L’Égyptienne se détendit et s’accroupit à nouveau près de l’enfant, caressant sa peau rebondie et laiteuse. Avec une moue boudeuse, qui n’enlevait rien à sa grâce et à son élégance, elle se releva et rejoignit son trône d’or.
— Et pourtant, tu es sorti ce soir, nota-t-elle. Bien que je te l’aie formellement interdit. Qu’arriverait-il si un de ces sauvages te trouvait ? Tu es si fragile…
— Je ne suis pas aussi fragile que tu le penses. La nuit, ta nuit est somptueuse sous la lumière pourpre de cette lune meurtrière. J’avais juste besoin de voir mes enseignements en pratique. Toi, les gens te craignent et tu peux le voir n’importe quand. Moi, il n’y a que la nuit qu’ils partent à la chasse. Alors je sors. Et je suis peut-être un enfant, mais c’est moi leur maître des armes. Je suis bien plus habile !
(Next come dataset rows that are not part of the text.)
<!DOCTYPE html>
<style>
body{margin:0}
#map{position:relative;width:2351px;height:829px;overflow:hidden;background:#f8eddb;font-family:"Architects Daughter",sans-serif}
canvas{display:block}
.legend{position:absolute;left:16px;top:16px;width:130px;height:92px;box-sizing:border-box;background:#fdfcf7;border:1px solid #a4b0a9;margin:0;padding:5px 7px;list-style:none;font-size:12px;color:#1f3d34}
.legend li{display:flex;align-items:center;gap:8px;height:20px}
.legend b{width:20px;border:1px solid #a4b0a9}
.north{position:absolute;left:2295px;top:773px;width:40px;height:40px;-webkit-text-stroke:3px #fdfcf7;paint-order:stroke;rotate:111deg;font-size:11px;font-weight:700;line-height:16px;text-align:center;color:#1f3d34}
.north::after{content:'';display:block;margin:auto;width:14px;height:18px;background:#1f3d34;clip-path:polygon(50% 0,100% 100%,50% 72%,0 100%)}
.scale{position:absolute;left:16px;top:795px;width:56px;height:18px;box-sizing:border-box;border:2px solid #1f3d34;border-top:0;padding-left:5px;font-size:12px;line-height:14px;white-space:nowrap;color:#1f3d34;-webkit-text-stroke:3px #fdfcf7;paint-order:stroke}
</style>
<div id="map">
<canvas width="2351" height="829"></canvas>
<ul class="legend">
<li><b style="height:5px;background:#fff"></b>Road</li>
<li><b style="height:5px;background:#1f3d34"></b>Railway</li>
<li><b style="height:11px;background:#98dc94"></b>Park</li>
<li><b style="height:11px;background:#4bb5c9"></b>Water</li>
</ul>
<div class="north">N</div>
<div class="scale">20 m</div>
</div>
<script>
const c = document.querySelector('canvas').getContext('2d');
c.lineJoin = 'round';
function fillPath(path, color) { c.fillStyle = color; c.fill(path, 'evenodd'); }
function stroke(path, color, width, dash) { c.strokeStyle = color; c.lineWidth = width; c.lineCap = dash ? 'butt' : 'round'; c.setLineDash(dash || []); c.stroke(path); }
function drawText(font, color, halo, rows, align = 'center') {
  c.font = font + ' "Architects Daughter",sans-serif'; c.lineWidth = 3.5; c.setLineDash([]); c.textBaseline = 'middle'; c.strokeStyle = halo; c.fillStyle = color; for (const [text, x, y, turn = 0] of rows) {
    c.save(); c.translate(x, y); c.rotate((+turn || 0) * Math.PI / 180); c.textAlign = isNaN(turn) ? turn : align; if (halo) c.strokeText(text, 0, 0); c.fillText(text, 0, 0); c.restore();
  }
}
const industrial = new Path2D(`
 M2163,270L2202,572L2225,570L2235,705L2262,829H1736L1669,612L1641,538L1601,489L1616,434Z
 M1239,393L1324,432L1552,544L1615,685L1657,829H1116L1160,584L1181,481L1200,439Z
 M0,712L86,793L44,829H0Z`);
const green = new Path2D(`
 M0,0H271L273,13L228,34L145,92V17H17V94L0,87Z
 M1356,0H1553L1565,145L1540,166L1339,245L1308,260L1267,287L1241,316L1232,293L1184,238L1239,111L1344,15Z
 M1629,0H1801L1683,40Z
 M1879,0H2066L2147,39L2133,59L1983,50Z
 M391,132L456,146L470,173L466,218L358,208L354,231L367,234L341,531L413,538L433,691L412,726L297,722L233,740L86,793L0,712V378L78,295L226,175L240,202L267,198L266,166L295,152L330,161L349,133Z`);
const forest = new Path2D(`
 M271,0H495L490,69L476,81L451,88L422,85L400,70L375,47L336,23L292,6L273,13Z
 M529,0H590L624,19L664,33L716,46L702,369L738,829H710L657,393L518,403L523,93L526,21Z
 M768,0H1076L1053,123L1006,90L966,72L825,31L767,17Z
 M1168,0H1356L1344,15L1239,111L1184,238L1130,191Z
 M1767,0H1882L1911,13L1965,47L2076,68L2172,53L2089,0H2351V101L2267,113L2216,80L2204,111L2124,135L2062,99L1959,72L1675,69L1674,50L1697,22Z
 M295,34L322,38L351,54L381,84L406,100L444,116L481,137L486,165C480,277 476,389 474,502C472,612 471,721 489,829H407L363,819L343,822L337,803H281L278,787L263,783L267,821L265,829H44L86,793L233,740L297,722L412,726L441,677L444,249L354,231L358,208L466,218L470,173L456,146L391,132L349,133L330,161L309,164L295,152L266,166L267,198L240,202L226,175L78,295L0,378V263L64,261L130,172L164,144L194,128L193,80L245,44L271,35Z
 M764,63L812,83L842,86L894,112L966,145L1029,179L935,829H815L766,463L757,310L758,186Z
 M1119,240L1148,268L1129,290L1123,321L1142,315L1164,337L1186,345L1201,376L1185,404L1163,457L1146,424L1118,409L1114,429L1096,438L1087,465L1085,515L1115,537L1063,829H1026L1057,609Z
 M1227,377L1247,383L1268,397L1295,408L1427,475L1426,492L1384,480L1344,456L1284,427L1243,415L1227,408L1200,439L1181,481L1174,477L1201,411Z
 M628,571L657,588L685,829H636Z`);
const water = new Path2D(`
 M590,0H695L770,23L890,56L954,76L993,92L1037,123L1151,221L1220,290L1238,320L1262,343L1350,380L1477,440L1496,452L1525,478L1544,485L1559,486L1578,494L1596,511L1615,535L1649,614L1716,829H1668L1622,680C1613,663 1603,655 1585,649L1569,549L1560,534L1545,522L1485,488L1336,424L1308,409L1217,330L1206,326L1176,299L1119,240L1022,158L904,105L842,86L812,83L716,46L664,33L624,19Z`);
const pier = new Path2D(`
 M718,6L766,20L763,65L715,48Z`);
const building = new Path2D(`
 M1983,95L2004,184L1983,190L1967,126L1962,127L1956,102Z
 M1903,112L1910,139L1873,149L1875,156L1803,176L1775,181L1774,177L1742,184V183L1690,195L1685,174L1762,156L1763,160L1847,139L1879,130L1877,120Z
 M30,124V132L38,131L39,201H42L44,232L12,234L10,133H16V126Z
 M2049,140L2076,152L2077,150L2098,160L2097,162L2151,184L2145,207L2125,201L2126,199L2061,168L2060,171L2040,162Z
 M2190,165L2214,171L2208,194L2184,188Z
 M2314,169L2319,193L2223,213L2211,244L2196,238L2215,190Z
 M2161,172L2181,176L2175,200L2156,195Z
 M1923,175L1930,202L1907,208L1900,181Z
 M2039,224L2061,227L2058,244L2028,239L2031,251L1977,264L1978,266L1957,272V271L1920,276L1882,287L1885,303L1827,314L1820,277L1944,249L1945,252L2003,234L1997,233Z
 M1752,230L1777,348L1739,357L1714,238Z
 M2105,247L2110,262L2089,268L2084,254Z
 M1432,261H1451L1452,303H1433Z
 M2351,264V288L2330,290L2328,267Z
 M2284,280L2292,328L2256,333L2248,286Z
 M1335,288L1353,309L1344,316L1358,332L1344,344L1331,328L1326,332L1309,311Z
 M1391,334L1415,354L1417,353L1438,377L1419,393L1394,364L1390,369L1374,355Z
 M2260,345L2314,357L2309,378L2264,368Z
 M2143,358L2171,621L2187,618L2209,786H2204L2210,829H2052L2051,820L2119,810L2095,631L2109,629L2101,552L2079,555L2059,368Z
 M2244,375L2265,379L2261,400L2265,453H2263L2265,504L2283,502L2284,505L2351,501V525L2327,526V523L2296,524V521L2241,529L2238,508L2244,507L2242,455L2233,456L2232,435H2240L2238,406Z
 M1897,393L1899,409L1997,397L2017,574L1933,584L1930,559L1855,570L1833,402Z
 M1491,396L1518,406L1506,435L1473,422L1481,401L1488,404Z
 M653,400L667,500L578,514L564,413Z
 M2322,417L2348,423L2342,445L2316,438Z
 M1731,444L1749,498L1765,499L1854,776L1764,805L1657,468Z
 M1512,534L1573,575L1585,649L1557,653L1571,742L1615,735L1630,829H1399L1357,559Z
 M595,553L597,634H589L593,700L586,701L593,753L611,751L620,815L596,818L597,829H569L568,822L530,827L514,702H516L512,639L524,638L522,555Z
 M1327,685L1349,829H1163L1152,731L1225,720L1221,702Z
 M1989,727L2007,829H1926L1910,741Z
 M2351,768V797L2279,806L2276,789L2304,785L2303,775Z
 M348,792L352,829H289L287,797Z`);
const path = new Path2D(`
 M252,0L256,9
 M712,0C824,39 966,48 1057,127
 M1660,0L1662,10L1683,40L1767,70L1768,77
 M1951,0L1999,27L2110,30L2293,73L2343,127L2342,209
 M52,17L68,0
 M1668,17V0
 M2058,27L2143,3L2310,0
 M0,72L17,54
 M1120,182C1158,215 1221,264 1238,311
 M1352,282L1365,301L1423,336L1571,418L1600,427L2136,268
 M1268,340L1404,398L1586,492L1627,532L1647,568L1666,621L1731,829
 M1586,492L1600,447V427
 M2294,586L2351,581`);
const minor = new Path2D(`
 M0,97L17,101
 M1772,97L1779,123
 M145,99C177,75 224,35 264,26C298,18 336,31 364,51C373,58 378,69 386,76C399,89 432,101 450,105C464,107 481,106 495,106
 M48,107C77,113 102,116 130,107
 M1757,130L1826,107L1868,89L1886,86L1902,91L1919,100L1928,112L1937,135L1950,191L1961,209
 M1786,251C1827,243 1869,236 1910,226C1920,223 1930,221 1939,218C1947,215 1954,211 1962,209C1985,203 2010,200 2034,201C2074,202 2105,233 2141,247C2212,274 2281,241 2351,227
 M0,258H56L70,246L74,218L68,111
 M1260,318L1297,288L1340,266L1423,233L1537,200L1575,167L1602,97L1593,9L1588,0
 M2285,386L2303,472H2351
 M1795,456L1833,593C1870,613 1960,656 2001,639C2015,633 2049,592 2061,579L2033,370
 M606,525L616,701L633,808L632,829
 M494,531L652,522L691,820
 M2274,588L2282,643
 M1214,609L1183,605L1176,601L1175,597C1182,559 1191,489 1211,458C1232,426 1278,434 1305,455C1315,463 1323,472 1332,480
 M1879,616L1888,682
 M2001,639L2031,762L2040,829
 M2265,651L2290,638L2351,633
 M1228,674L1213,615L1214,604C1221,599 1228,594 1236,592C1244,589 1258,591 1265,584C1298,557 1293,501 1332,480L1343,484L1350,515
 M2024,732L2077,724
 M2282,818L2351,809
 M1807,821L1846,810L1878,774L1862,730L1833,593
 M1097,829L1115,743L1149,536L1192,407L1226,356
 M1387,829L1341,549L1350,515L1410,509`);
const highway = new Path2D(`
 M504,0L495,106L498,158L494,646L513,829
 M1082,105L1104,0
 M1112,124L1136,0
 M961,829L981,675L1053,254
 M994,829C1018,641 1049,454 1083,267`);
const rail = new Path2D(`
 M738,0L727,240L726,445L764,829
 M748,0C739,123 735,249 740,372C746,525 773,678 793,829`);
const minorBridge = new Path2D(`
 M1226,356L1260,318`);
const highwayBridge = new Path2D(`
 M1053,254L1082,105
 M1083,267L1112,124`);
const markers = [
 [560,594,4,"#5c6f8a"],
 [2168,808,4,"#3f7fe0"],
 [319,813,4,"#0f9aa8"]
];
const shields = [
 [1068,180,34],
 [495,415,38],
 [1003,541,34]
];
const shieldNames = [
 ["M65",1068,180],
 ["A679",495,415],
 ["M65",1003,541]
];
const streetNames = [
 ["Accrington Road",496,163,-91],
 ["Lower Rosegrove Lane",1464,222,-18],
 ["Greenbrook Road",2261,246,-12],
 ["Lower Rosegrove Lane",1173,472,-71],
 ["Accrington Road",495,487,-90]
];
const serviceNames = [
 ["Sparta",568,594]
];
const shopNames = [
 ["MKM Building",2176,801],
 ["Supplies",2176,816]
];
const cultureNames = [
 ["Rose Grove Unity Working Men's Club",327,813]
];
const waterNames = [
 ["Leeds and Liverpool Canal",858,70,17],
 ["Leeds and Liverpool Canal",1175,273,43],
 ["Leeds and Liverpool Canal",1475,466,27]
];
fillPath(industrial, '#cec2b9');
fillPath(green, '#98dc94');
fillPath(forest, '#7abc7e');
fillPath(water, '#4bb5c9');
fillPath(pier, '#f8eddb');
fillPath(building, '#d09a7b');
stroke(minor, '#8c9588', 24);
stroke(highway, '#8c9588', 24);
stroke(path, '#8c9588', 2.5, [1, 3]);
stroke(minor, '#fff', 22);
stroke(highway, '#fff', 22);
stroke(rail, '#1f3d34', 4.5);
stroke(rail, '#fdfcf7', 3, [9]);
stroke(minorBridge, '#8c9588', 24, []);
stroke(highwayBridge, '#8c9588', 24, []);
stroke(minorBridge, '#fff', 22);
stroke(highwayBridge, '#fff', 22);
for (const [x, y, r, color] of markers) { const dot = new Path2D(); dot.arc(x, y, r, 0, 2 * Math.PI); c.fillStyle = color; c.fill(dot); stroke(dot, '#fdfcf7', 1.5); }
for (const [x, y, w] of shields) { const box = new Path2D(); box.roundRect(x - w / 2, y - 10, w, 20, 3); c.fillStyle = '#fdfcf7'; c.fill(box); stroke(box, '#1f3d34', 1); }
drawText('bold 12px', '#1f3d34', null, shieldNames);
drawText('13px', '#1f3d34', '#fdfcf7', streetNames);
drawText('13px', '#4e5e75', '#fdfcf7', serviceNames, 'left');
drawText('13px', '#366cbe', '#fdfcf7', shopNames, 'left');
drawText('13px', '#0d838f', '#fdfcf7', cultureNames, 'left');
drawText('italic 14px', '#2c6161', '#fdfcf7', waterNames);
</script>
— Tu n’allais pas voir ce vieux retors d’Hadès, au moins ?
— Pourquoi aurais-je été voir le croulant ? répondit Dionysos en haussant les épaules. Il est pas drôle et je ne vais pas te mentir, il est beaucoup moins agréable à regarder que toi, Déesse.
— Prends garde, Dionysos, je saurais si tu mens. Et je trouverai les humains qui ont passé les portes aujourd’hui. Je leur ôterai la vie moi-même si dans deux jours, aucun d’eux n’est encore marqué.
Elle marqua un arrêt, toisant le garçonnet qui posait des yeux de velours sur la Maîtresse.
— Rentre chez toi, Dionysos. Lorsque le soleil se lèvera, tu auras un visiteur.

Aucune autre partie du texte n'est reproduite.